At GTC last week, NVIDIA unveiled OpenShell, a runtime layer for agent infrastructure with kernel-level sandboxing, a policy engine that evaluates every action at the binary and destination level, and enforcement partnerships with CrowdStrike and Palo Alto Networks embedded at four distinct points in the stack. It's a serious claim on the agent control plane. Within the same compressed window, Google and Microsoft pushed WebMCP into W3C incubation to structure how agents interact with websites, and Visa and Mastercard each advanced competing protocols for agent-initiated payments.
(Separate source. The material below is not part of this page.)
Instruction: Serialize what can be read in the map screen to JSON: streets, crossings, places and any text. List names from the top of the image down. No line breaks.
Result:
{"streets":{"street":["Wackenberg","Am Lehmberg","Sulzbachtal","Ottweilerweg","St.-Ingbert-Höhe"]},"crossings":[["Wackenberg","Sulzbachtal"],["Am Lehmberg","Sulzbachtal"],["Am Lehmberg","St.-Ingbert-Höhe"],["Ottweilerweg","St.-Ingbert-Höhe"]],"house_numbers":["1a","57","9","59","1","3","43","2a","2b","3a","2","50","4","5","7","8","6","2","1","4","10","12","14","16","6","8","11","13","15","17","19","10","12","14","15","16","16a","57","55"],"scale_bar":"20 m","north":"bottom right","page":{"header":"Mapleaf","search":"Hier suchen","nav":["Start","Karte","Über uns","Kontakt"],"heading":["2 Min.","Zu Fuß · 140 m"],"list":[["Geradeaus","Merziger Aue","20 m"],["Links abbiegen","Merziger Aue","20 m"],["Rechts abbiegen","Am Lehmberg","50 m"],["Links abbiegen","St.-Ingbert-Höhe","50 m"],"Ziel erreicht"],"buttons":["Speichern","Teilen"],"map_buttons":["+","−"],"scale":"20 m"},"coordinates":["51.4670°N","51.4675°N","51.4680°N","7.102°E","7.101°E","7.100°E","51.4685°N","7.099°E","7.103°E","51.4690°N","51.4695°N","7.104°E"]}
Three layers of the agent stack, each now claimed. Worth looking at what each layer's governance actually covers, and where the seams fall between them.

Three definitions of "correct"

OpenShell is explicitly scoped. NVIDIA's own VP of generative AI software describes it as addressing the tension between agent autonomy and enterprise control "at the infrastructure level rather than the application level." Futurum Research analysts urged enterprises not to treat it as a complete governance solution. If an agent tries to execute an unreviewed binary or route sensitive data to an unauthorized model, the policy engine blocks it. Whether the agent's completed task matches what the user intended is outside its remit.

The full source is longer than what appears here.